Final answer:
To evaluate the more advantageous loan option, monthly payments and overall costs for both alternatives should be calculated using a present value formula. Higher interest and longer term in Alternative 1 will likely result in higher total loan cost than the lower interest shorter-term Alternative 2.
Step-by-step explanation:
An investor's decision between two financing options for purchasing a property can significantly impact the overall financial outcome. To evaluate which loan option is more advantageous, we can calculate the monthly payments and total cost for Alternative 1 and Alternative 2 using the present value formula for an annuity.

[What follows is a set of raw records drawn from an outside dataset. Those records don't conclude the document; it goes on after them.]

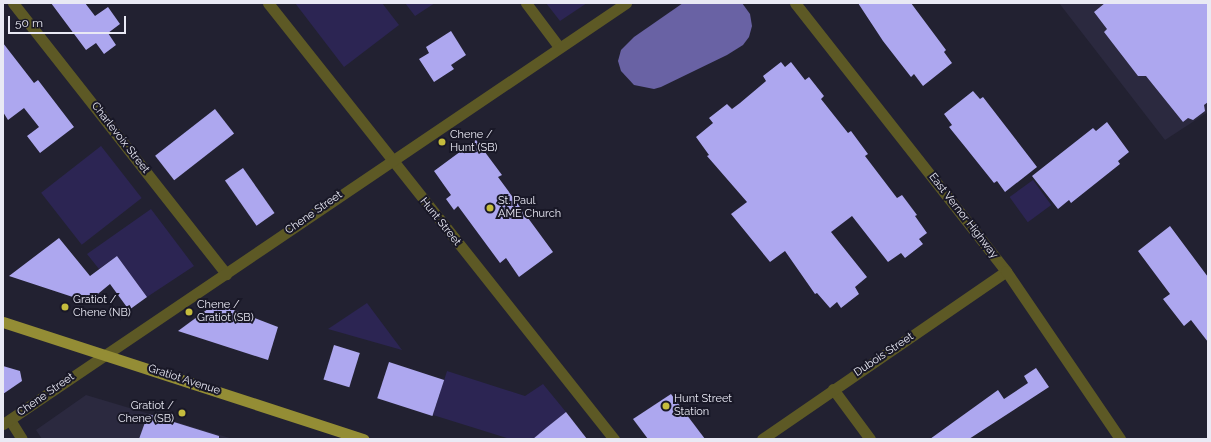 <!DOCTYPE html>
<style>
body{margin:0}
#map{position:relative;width:1211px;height:442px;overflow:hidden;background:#222131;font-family:Raleway,sans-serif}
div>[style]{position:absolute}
.built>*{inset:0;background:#2b293f}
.green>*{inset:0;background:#2c2553;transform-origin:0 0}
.water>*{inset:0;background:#6962a4}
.building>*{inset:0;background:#ada7ef;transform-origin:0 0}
.minor>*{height:11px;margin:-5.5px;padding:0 5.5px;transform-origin:5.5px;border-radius:5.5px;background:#5d5925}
.tertiary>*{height:11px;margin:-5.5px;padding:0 5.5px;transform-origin:5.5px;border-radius:5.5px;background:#5d5925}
.primary>*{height:11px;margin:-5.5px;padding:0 5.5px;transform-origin:5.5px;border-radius:5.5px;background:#948d35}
.dots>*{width:11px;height:11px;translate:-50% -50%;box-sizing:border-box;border:2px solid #191827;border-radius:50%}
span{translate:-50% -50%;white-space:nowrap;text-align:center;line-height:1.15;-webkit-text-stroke:4px #191827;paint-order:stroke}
.poi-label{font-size:11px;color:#e9e9f4}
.left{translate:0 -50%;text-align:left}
.right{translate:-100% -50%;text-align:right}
.street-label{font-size:11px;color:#e9e9f4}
.frame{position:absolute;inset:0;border:4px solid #e9e9f4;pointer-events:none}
.scale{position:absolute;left:8px;top:16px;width:118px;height:18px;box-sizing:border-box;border:2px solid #e9e9f4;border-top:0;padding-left:5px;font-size:12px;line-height:14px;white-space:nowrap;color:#e9e9f4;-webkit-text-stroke:3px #191827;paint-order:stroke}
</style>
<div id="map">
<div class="built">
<i style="clip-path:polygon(1059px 3px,1208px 3px,1208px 112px,1165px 140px)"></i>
<i style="clip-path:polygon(86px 395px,233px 439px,42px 439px,36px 430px)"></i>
</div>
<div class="green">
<i style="clip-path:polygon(295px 3px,382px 3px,399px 25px,344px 67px)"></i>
<i style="clip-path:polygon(405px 3px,435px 3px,415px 16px)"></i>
<i style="clip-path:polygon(546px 3px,587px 3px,560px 21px)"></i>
<i style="left:101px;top:146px;width:66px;height:76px;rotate:52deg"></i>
<i style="left:1033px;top:180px;width:31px;height:29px;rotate:54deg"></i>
<i style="clip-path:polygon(151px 209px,194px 266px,147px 297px,117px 256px,99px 269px,87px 254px)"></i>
<i style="clip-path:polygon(367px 303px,402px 350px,328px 329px)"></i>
<i style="clip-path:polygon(447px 371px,525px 396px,543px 384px,566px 412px,533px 439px,510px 439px,433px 415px)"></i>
</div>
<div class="water">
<i style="clip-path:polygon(683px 3px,742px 3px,750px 14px,752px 26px,749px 37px,743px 45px,727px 55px,661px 87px,654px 89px,634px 85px,621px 71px,618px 61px,621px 50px,634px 37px)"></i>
</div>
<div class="building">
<i style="clip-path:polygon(51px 3px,85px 3px,95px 16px,108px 7px,120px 24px,108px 33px,116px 45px,104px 54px,96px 43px,86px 50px)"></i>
<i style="clip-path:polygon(858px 3px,911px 3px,946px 50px,944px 52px,952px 63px,923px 86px,914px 74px,911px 77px,883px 41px)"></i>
<i style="clip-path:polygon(1105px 3px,1208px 3px,1208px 102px,1204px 105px,1205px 111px,1193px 120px,1188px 118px,1183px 122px,1146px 76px,1138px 76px,1104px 32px,1107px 29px,1094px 12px)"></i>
<i style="clip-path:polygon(451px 31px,466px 55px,451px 65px,454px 69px,434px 82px,419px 59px,429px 53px,426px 47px)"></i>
<i style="clip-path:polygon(3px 43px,34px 83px,38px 80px,74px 127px,40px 153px,27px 136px,39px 127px,24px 108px,8px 120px,3px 112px)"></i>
<i style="clip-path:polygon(781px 62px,785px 67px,791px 62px,805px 80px,809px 77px,824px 96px,821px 99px,848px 133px,851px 131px,868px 154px,865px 156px,897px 198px,902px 195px,917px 215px,915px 216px,927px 233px,919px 239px,923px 244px,905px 258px,901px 253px,888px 262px,852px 216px,831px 232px,867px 277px,855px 287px,859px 294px,841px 308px,837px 302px,830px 308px,817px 293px,815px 294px,785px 251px,770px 262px,731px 214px,747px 202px,707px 156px,709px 155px,696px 137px,713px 123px,709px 118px,727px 104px,732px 109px,740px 103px,766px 81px,763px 76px)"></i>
<i style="clip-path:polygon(973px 91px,980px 99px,983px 97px,1037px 167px,1005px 192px,997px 181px,994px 183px,966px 148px,949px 127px,952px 125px,944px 114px)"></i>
<i style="left:215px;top:109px;width:31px;height:76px;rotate:52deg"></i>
<i style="clip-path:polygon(1107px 122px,1129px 152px,1118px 161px,1120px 164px,1071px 203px,1069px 200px,1058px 209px,1032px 176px,1093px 128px,1096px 131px)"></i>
<i style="clip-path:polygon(476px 140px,502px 175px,498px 177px,553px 252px,519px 277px,506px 258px,500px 263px,458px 206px,454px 210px,446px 199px,451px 195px,434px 171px)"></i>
<i style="left:243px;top:168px;width:55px;height:22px;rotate:55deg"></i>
<i style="clip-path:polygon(1170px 226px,1208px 277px,1208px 342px,1191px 320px,1184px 326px,1163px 299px,1170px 294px,1138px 251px)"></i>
<i style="clip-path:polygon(59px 238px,90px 276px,117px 256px,147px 297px,129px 310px,110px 284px,88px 302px,9px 276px)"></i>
<i style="clip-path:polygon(216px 303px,278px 327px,268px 360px,178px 331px)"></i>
<i style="left:334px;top:345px;width:27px;height:36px;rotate:17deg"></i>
<i style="left:389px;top:362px;width:58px;height:38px;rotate:18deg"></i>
<i style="clip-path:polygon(3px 366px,20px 371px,22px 381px,3px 394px)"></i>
<i style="clip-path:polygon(1036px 368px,1049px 387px,969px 439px,930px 439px,998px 390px,1004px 399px,1028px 383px,1024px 376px)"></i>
<i style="clip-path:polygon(671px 394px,705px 439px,648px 439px,633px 419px)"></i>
<i style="clip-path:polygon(566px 412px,587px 439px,533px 439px,546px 428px)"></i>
<i style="clip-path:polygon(148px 414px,219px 436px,219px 439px,139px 439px)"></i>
</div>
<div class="minor">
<i style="left:13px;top:3px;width:345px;rotate:51.8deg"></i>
<i style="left:268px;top:3px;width:557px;rotate:51.57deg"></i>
<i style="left:526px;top:3px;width:55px;rotate:53.1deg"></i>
<i style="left:833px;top:389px;width:62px;rotate:53.5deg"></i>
<i style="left:10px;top:420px;width:22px;rotate:58deg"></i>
<i style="left:762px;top:439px;width:296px;rotate:-34.5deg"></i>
</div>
<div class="tertiary">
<i style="left:795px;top:3px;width:341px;rotate:51.8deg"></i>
<i style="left:1006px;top:271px;width:203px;rotate:55.8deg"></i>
<i style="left:3px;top:424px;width:752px;rotate:-34.05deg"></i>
</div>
<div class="primary">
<i style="left:3px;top:322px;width:379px;rotate:18deg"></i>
</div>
<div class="dots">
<i style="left:442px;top:142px;background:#c5bc3d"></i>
<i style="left:490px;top:208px;background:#c5bc3d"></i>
<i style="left:65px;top:307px;background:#c5bc3d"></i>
<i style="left:189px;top:312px;background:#c5bc3d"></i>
<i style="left:666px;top:406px;background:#c5bc3d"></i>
<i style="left:182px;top:413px;background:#c5bc3d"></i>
</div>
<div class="poi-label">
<span class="left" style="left:450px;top:142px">Chene /<br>Hunt (SB)</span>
<span class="left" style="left:498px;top:208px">St. Paul<br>AME Church</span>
<span class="left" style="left:73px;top:307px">Gratiot /<br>Chene (NB)</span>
<span class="left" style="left:197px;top:312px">Chene /<br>Gratiot (SB)</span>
<span class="left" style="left:674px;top:406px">Hunt Street<br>Station</span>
<span class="right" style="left:174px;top:413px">Gratiot /<br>Chene (SB)</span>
</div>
<div class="street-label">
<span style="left:120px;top:138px;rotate:52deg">Charlevoix Street</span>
<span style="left:314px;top:213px;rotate:-35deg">Chene Street</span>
<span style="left:963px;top:216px;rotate:52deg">East Vernor Highway</span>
<span style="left:440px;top:222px;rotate:51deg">Hunt Street</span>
<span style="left:884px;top:355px;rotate:-34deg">Dubois Street</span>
<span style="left:184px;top:380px;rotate:18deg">Gratiot Avenue</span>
<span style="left:46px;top:395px;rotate:-35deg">Chene Street</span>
</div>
<div class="frame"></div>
<div class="scale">50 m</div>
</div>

For Alternative 1, a $280,000 loan at 9.8% interest for 20 years requires using the formula PV = R[1 - (1 + i)^-n]/i, where PV is the loan amount, R is the monthly payment, i is the monthly interest rate, and n is the total number of payments. Similarly, for Alternative 2, a $210,000 loan at 7.2% interest for 15 years, the same formula applies.

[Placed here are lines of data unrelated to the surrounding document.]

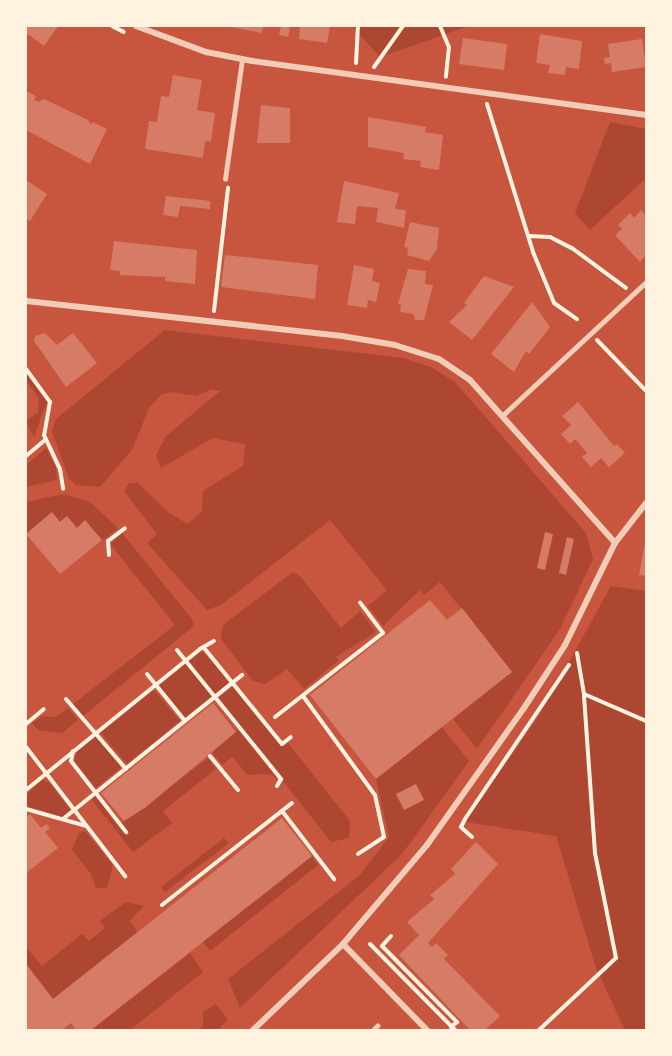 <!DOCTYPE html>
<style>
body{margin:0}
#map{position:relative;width:672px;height:1056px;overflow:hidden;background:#c8553d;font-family:"Varela Round",sans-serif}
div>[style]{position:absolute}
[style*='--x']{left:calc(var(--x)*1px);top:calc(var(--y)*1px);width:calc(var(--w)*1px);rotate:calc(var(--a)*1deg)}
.green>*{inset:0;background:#ae4732}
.building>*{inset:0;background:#d67c66}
.path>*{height:4px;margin:-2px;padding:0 2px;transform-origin:2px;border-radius:2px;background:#fff3e0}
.service>*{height:4.5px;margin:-2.25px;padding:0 2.25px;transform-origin:2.25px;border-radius:2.25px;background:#f1ccb7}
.minor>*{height:6px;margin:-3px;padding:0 3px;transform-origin:3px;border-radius:3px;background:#f1ccb7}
span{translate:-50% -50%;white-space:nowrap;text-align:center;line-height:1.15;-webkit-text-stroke:6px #fff3e0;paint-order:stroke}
.frame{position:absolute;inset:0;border:27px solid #fff3e0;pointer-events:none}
</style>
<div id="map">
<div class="green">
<div style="clip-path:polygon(352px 26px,469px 26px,380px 57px)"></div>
<div style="clip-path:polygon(610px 122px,646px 129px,646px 178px,590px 230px,575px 213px)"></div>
<div style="clip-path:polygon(165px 330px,403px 358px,431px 367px,456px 383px,586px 533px,593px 559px,560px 629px,477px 749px,453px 719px,512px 672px,440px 582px,424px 595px,420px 590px,383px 626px,368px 606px,387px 590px,330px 520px,221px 605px,207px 610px,147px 543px,157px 534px,124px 491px,129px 483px,138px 483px,169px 513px,188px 524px,202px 511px,203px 491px,243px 466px,245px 444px,213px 438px,161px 468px,156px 455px,166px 436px,220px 391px,212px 389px,196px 396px,171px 392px,161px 395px,149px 408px,132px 450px,100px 487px,76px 485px,69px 479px,52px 432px,56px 419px)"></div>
<div style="clip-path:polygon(26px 374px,47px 401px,34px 437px,26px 421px,38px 412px,39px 398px,26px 381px)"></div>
<div style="clip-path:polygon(46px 448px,56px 467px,57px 480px,26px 487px,26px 465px)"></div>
<div style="clip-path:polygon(63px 494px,90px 502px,118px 528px,102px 541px,85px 521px,77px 528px,67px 516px,60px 522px,52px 513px,26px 534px,26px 502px)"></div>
<div style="clip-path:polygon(122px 533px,192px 619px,194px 626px,83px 716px,73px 704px,175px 625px,110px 544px)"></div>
<div style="clip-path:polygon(293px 572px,301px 577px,341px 628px,360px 611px,376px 632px,336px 657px,339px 660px,304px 689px,287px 669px,265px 684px,253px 681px,221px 639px,223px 625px)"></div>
<div style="clip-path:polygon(611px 586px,646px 591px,646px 1030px,625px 1030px,596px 968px,556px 836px,465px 822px,540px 714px)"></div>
<div style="clip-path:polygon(202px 651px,230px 682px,185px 718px,158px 686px)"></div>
<div style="clip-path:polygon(233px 686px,282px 747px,288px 743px,350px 821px,349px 838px,331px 842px,218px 698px)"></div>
<div style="clip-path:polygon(154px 690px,180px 721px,127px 764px,100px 732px)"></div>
<div style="clip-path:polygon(68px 708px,78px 720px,62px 733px,38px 730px,32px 723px,42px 716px,56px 717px)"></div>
<div style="clip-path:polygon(442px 727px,469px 761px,402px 854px,240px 1008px,228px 979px,360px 875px,389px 837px,376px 779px)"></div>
<div style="clip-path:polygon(238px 730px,278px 779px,270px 774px,248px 775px,232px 757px,222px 765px,213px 753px,216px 748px)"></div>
<div style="clip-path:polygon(96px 736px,121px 767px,96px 788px,74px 761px,77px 752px)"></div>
<div style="clip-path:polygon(208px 758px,216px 769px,163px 811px,172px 823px,133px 852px,91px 799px,95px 796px,127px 836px,129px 833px,121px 823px)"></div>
<div style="clip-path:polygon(42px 780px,50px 783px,70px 810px,62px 817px,26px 806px,26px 795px)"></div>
<div style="clip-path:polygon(85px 831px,113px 865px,107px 888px,96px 888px,91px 874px,72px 850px,79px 833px)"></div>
<div style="clip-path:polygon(224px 838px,229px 843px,165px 892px,161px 887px)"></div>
<div style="clip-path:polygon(312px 856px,318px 865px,210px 951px,203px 942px)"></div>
<div style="clip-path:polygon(126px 902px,144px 906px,129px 921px,138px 932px,53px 999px,26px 964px,26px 947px,42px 966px,82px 934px,89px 941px,105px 928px,100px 921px)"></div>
<div style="clip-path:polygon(190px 953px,203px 972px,130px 1030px,91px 1030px)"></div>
<div style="clip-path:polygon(216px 1004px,228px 1020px,217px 1030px,199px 1030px,203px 1026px,203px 1012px)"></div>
</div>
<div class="building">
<div style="clip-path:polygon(26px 26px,58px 26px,44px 46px,26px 33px)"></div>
<div style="clip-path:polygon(227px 26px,264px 26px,261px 33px)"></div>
<div style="clip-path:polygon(281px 26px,290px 26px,288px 37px,279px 35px)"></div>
<div style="clip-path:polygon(300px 26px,330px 26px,327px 43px,299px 39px)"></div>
<div style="clip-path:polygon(540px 34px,582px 41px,579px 69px,566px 67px,565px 75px,548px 73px,550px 65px,536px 63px)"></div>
<div style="clip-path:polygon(463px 38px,507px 44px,504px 70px,459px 64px)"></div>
<div style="clip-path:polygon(642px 39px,646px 67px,612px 72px,611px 63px,605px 64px,604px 58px,610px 57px,608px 44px)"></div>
<div style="clip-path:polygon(173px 75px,202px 80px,197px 110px,215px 113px,211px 142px,205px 141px,203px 158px,145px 149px,149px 121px,157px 122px,161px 96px,169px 97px)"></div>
<div style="clip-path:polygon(26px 91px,36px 96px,34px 100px,39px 102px,44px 99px,88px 120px,91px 125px,92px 122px,107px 129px,90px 164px,26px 130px)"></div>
<div style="clip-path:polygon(261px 105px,290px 108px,290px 143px,257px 143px)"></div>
<div style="clip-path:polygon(368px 117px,426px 127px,425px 132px,443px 135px,439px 170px,420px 167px,421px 161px,403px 159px,404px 153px,368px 147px)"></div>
<div style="clip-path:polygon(26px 180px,47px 194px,30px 221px,26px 218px)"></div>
<div style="clip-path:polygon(344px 181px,399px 193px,395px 209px,406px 210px,404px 228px,376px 222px,378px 208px,357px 206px,355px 224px,337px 222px)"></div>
<div style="clip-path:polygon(166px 196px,210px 201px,210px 209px,180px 206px,178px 217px,163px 215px)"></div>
<div style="clip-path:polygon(641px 210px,646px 216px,646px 255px,640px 262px,615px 235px,622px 229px,618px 225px,630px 213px,634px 218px)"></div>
<div style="clip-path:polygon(410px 222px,439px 228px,437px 249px,429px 261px,407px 255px,408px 248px,404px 247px)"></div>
<div style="clip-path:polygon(114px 241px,197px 250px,195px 284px,165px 281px,165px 277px,120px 275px,120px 271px,110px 270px)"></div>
<div style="clip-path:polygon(225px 255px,318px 265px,315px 299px,221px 287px)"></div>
<div style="clip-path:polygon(354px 265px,374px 269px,372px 281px,380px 283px,376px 302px,368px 300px,367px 308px,347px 305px)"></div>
<div style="clip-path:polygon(408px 269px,426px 271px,425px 284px,433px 285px,424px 320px,415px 320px,414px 314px,400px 312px,401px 305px,398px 304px)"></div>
<div style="clip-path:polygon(484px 276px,514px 287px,472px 340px,449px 322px,467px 305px,464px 303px)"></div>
<div style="clip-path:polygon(532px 302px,550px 327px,529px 354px,526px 351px,514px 372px,491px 354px)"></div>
<div style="clip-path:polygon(45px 333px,57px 345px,73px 333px,97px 363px,66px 387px,34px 341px,35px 336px)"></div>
<div style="clip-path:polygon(578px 402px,614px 446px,617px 444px,625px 453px,609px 467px,601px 458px,591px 467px,582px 457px,587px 453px,575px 439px,570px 444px,561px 434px,571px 425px,562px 416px)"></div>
<div style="clip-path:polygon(52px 512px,60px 522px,67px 516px,77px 528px,85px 520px,102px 540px,60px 574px,26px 534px)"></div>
<div style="clip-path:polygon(545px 532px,553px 534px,545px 570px,537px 568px)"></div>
<div style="clip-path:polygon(567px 537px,574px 539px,566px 575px,559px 573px)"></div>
<div style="clip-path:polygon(646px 537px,646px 576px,639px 575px)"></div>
<div style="clip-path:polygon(430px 600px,447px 620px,462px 608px,512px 672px,376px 779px,310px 695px)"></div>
<div style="clip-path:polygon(213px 703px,236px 732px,146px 807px,124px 821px,101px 793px)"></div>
<div style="clip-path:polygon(416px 784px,424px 800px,404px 810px,396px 794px)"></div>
<div style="clip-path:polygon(30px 814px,41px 828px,46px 824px,50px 828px,45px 832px,58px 848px,26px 873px,26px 817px)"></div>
<div style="clip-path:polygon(282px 818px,312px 856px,91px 1030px,76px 1030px,71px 1023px,62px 1030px,26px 1030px,26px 964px,53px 999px)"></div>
<div style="clip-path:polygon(476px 842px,498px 864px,428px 943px,432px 947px,436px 943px,448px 955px,444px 959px,500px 1016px,485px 1030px,470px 1030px,399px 955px,419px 935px,407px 922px,434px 899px,430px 895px,455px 874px,451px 869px)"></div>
</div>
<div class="path">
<div style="--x:112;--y:26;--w:13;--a:27"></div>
<div style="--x:440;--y:26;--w:23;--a:67"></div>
<div style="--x:449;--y:47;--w:30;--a:96"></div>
<div style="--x:356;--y:63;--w:37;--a:-87"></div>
<div style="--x:374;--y:67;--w:50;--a:-54.7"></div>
<div style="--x:487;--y:104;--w:155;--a:72.7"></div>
<div style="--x:533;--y:252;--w:55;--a:67.6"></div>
<div style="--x:554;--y:303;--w:28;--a:35"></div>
<div style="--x:529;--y:236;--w:21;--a:3"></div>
<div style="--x:550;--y:237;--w:25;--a:27"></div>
<div style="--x:572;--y:248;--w:67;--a:36.5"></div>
<div style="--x:214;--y:311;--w:124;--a:-83.5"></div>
<div style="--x:597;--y:340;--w:71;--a:46.1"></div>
<div style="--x:26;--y:369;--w:41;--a:54"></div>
<div style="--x:50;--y:402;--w:34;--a:100"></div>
<div style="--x:44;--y:435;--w:38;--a:65"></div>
<div style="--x:60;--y:469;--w:20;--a:81"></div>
<div style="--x:26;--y:456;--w:26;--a:-40"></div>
<div style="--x:109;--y:555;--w:14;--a:-94"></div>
<div style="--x:108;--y:541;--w:21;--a:-37"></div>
<div style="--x:205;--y:649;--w:122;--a:51"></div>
<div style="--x:282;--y:744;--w:11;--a:-38"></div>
<div style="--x:177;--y:650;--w:166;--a:51.1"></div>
<div style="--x:281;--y:779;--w:8;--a:120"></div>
<div style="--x:577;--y:653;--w:42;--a:80.3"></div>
<div style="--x:147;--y:674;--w:60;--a:51"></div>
<div style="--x:303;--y:696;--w:122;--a:54"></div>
<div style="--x:375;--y:795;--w:43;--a:77.9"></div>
<div style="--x:384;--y:837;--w:31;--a:147"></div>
<div style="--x:66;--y:699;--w:92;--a:49.4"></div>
<div style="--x:275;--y:717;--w:137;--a:-37.9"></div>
<div style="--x:383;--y:633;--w:38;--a:-127"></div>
<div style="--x:26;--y:724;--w:23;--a:-40"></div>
<div style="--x:26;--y:747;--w:163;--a:52.5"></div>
<div style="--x:73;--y:751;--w:10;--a:101"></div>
<div style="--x:71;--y:761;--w:90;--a:52.2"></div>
<div style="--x:210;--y:756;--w:44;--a:50.5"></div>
<div style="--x:26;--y:790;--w:224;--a:-39"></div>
<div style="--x:200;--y:649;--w:16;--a:-30"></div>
<div style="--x:26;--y:809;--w:62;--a:15.8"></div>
<div style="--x:282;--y:811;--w:86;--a:52.6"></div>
<div style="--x:63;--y:819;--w:230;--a:-38.8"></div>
<div style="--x:472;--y:837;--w:15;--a:-138"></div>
<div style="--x:461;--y:827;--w:9;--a:-63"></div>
<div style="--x:465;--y:819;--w:186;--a:-56"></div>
<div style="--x:162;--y:905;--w:165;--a:-38.1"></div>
<div style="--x:391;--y:936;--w:13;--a:132"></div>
<div style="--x:382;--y:946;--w:107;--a:45.4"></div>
<div style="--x:457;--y:1022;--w:8;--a:140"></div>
<div style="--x:370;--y:944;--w:121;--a:45.3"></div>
<div style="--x:539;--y:1030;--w:105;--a:-43.1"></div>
<div style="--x:616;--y:958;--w:107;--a:-101.3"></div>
<div style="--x:595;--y:853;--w:159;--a:-94"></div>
<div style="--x:584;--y:694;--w:68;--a:23.5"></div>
</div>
<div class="service">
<div style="--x:225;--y:179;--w:120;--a:-81.9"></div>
<div style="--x:503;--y:415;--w:195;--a:-42.9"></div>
<div style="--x:373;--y:1030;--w:6;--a:-45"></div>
</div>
<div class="minor">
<div style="--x:136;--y:26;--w:75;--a:20.4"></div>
<div style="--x:206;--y:52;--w:47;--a:11.1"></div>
<div style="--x:252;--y:61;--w:398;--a:7.8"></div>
<div style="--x:26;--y:301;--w:318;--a:6.3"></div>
<div style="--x:342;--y:336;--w:54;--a:9.6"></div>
<div style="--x:395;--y:345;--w:46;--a:17.7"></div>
<div style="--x:439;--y:359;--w:37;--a:34"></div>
<div style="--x:470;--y:380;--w:218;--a:48.3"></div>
<div style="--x:343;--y:944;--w:120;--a:45.7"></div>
<div style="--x:253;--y:1030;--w:124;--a:-43.7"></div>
<div style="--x:343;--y:944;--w:130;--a:-49.7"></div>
<div style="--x:427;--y:845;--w:168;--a:-54.7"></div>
<div style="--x:524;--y:708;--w:75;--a:-56.9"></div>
<div style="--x:565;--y:645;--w:114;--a:-63.9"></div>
<div style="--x:615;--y:543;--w:51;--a:-52.2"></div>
</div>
<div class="frame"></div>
</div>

Without performing the exact calculations, we can analyze that a higher interest rate over a longer period (Alternative 1) will likely result in a higher total cost of the loan compared to a lower interest rate over a shorter period (Alternative 2). Moreover, the monthly payments for Alternative 1 might be lower due to the longer term, but the total interest paid will be substantial over 20 years. On the other hand, Alternative 2 has higher monthly payments due to the shorter term, but the total interest paid will be less compared to Alternative 1.